- **Aim of the exercise**: For this exercise, reproduce each entry below exactly, excluding pictures.

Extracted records

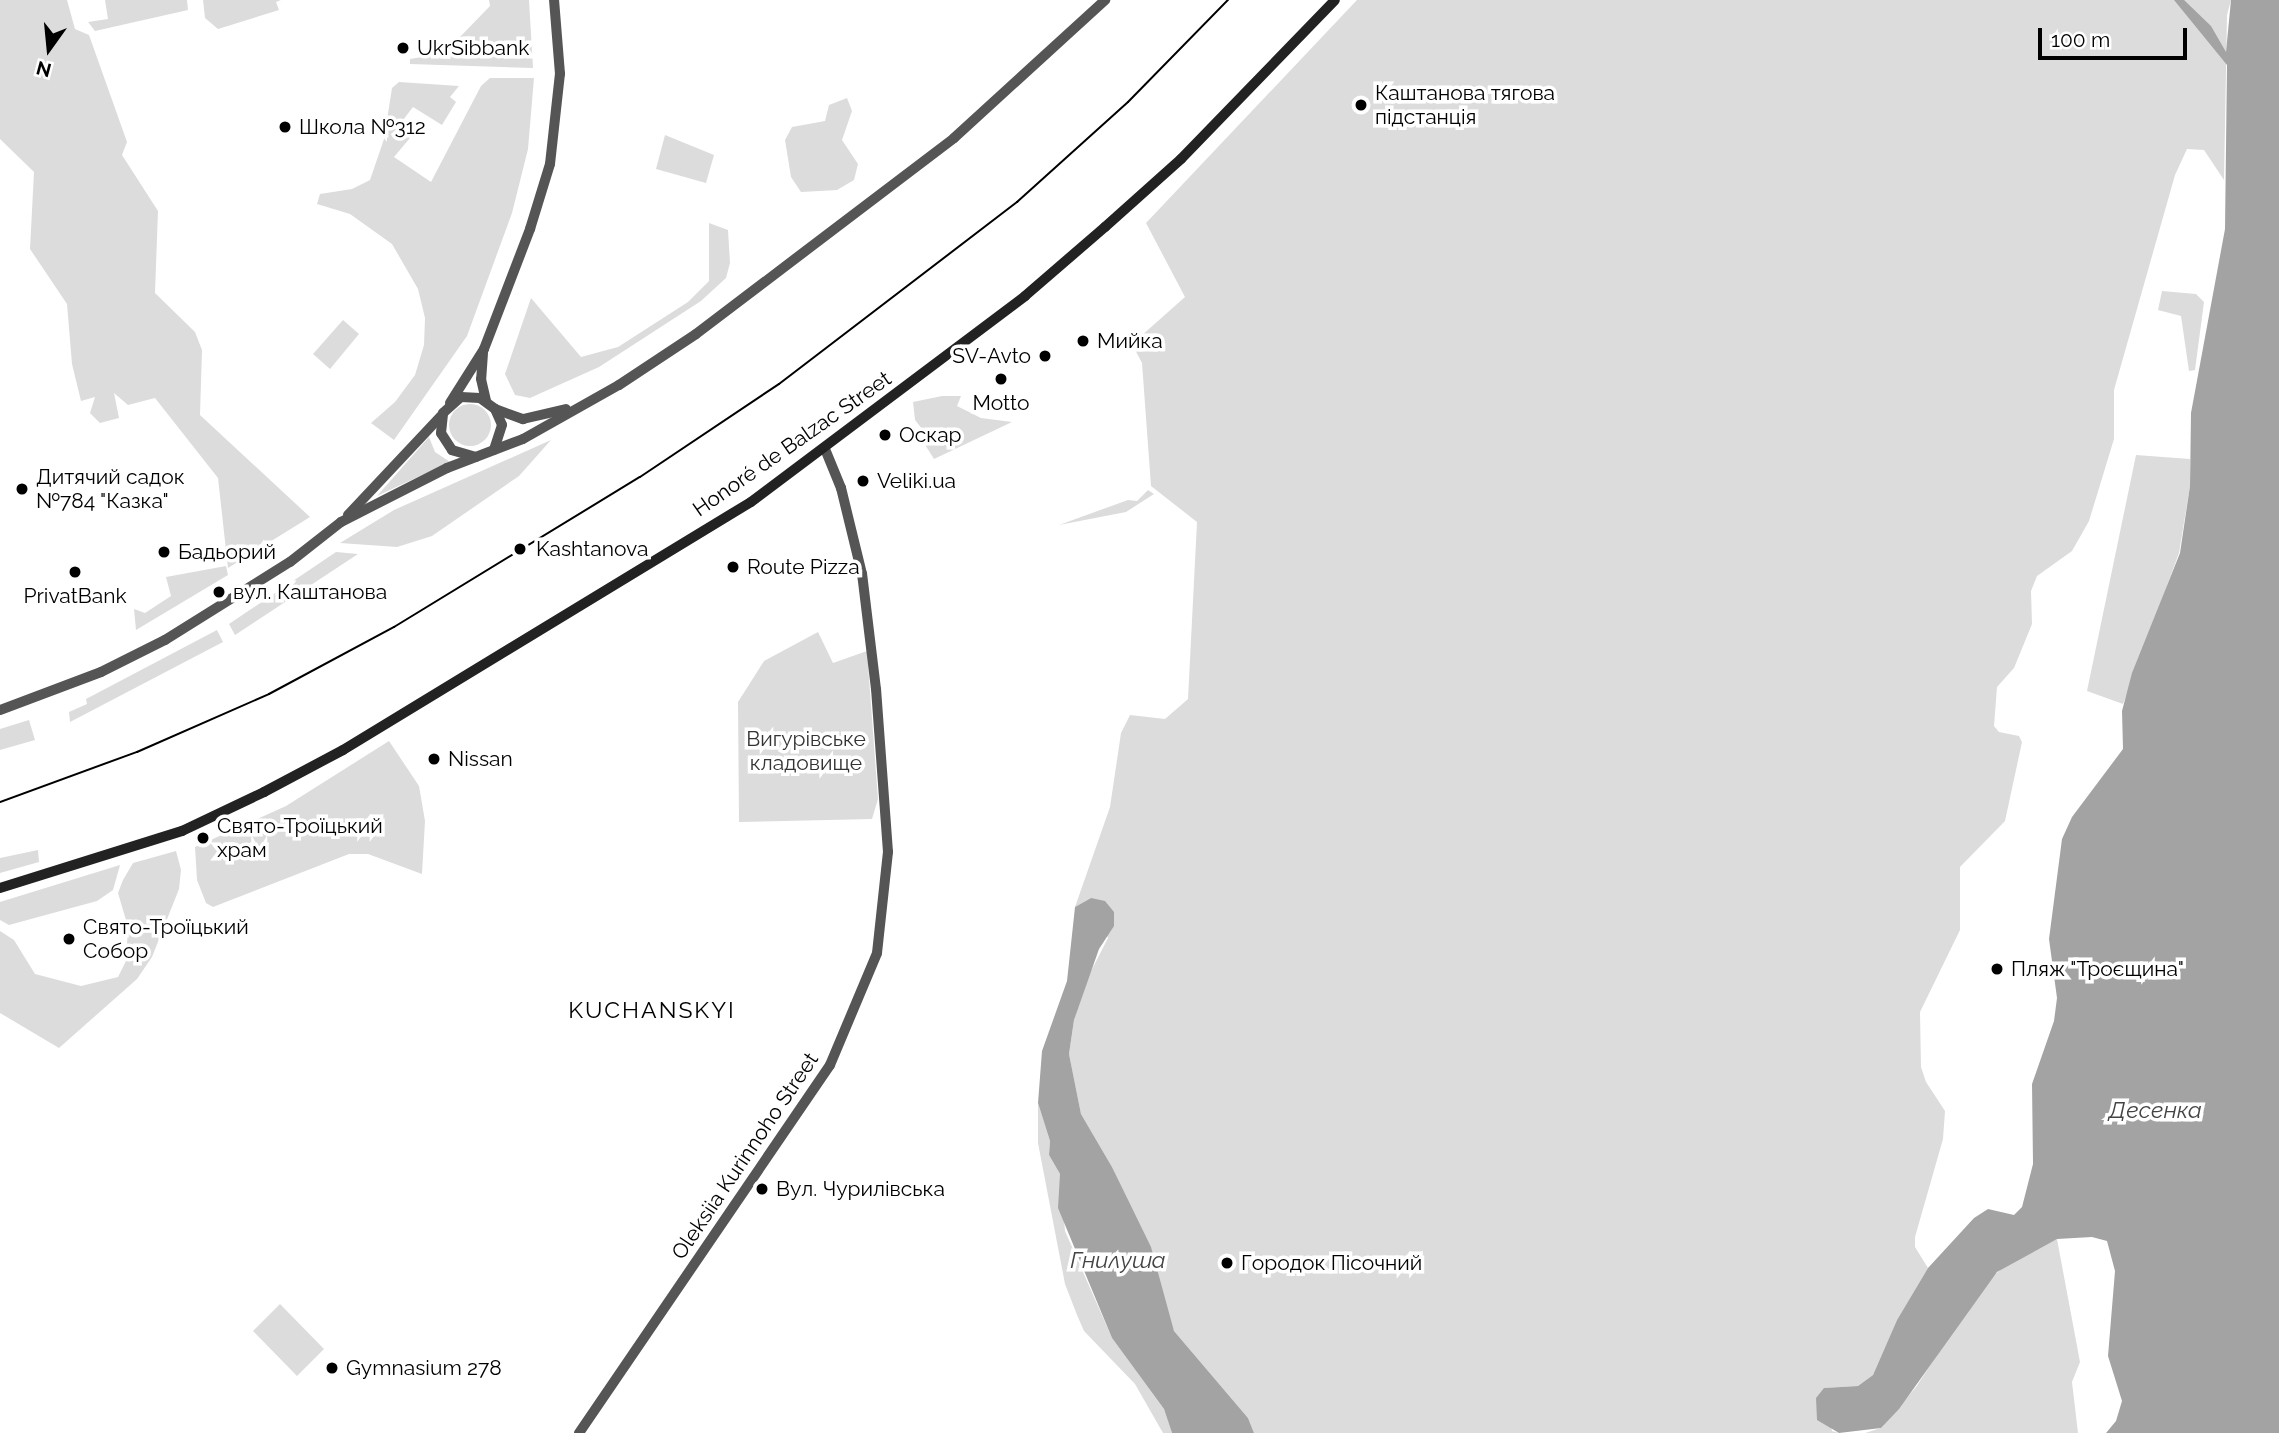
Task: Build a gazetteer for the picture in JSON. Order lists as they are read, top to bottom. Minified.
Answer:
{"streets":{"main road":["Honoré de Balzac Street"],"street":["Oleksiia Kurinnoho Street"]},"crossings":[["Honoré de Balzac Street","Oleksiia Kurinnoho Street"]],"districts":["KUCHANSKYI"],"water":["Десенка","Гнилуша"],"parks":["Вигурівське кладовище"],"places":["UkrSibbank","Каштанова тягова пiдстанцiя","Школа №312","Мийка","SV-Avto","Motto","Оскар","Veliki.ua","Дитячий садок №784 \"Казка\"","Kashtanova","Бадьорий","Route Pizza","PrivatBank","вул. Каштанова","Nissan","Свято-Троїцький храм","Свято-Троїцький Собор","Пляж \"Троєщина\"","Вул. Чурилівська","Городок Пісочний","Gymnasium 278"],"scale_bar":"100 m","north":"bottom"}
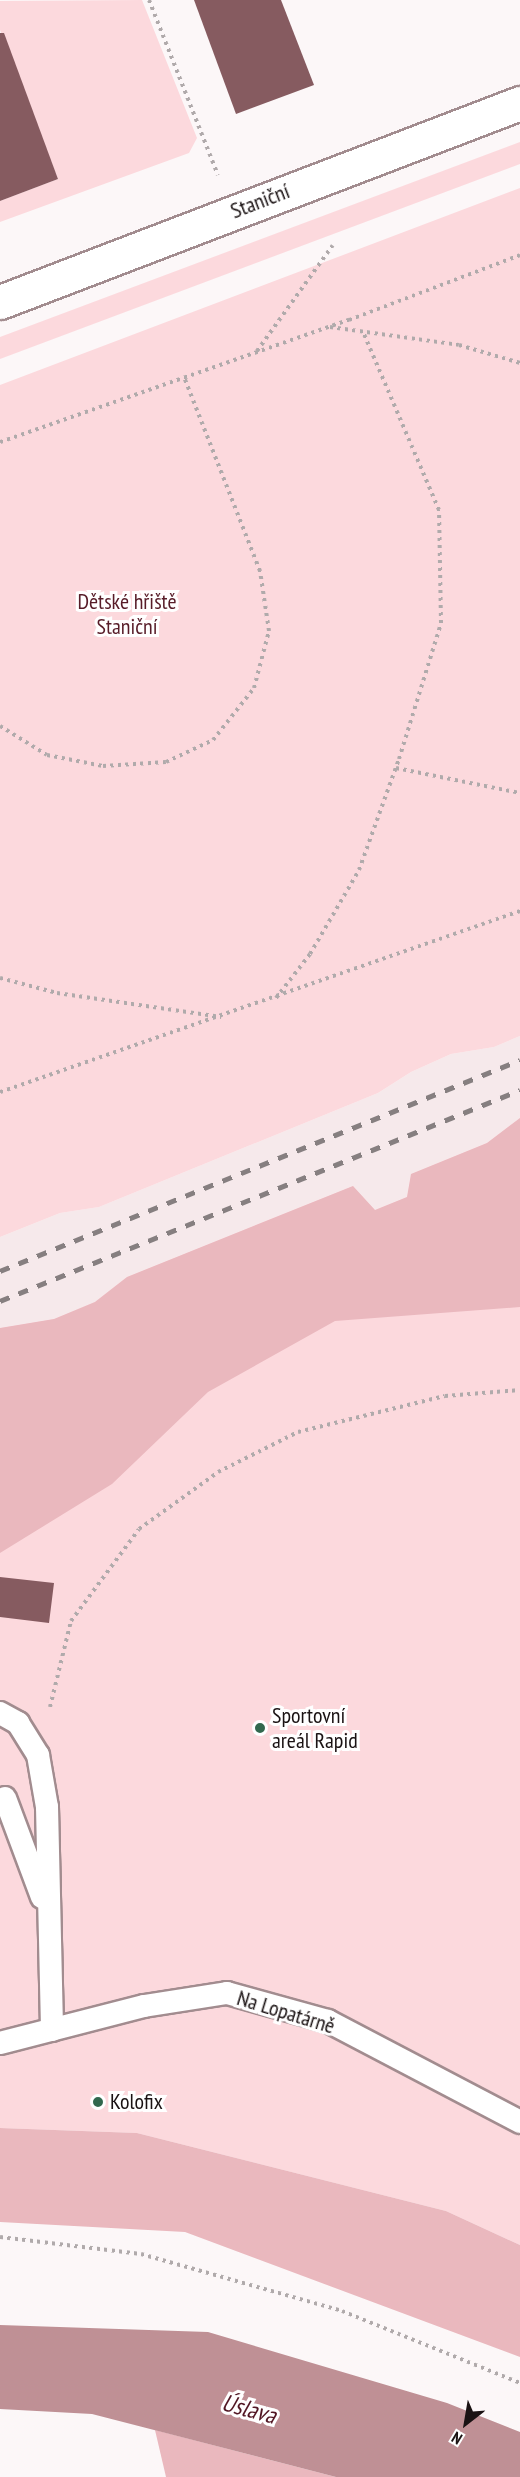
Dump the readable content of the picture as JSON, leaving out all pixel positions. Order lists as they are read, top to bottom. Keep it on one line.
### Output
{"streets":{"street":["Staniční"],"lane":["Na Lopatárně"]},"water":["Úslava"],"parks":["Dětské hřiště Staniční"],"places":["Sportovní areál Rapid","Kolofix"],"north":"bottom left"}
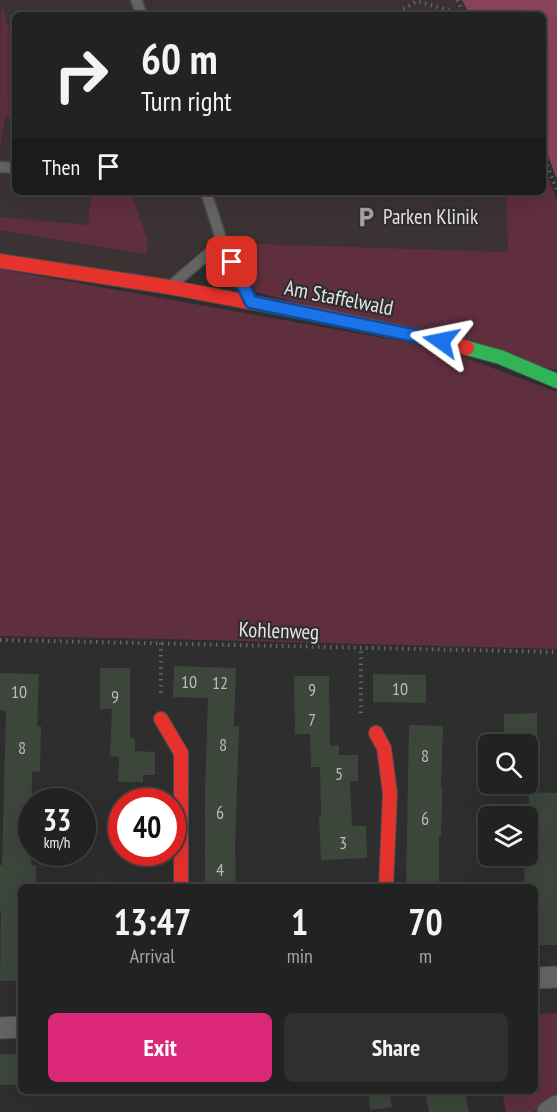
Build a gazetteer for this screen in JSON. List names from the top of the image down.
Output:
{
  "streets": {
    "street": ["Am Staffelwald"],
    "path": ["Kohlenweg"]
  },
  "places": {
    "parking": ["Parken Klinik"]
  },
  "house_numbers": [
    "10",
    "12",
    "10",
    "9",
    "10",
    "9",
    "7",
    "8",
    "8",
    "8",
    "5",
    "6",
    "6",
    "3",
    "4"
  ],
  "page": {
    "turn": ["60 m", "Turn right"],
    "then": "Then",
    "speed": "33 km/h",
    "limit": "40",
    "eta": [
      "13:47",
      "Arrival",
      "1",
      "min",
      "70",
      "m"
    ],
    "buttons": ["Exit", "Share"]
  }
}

- **Solution to this exercise**:
Task: Build a gazetteer for the picture in JSON. Order lists as they are read, top to bottom. Minified.
Answer:
{"streets":{"main road":["Honoré de Balzac Street"],"street":["Oleksiia Kurinnoho Street"]},"crossings":[["Honoré de Balzac Street","Oleksiia Kurinnoho Street"]],"districts":["KUCHANSKYI"],"water":["Десенка","Гнилуша"],"parks":["Вигурівське кладовище"],"places":["UkrSibbank","Каштанова тягова пiдстанцiя","Школа №312","Мийка","SV-Avto","Motto","Оскар","Veliki.ua","Дитячий садок №784 \"Казка\"","Kashtanova","Бадьорий","Route Pizza","PrivatBank","вул. Каштанова","Nissan","Свято-Троїцький храм","Свято-Троїцький Собор","Пляж \"Троєщина\"","Вул. Чурилівська","Городок Пісочний","Gymnasium 278"],"scale_bar":"100 m","north":"bottom"}
Dump the readable content of the picture as JSON, leaving out all pixel positions. Order lists as they are read, top to bottom. Keep it on one line.
### Output
{"streets":{"street":["Staniční"],"lane":["Na Lopatárně"]},"water":["Úslava"],"parks":["Dětské hřiště Staniční"],"places":["Sportovní areál Rapid","Kolofix"],"north":"bottom left"}
Build a gazetteer for this screen in JSON. List names from the top of the image down.
Output:
{
  "streets": {
    "street": ["Am Staffelwald"],
    "path": ["Kohlenweg"]
  },
  "places": {
    "parking": ["Parken Klinik"]
  },
  "house_numbers": [
    "10",
    "12",
    "10",
    "9",
    "10",
    "9",
    "7",
    "8",
    "8",
    "8",
    "5",
    "6",
    "6",
    "3",
    "4"
  ],
  "page": {
    "turn": ["60 m", "Turn right"],
    "then": "Then",
    "speed": "33 km/h",
    "limit": "40",
    "eta": [
      "13:47",
      "Arrival",
      "1",
      "min",
      "70",
      "m"
    ],
    "buttons": ["Exit", "Share"]
  }
}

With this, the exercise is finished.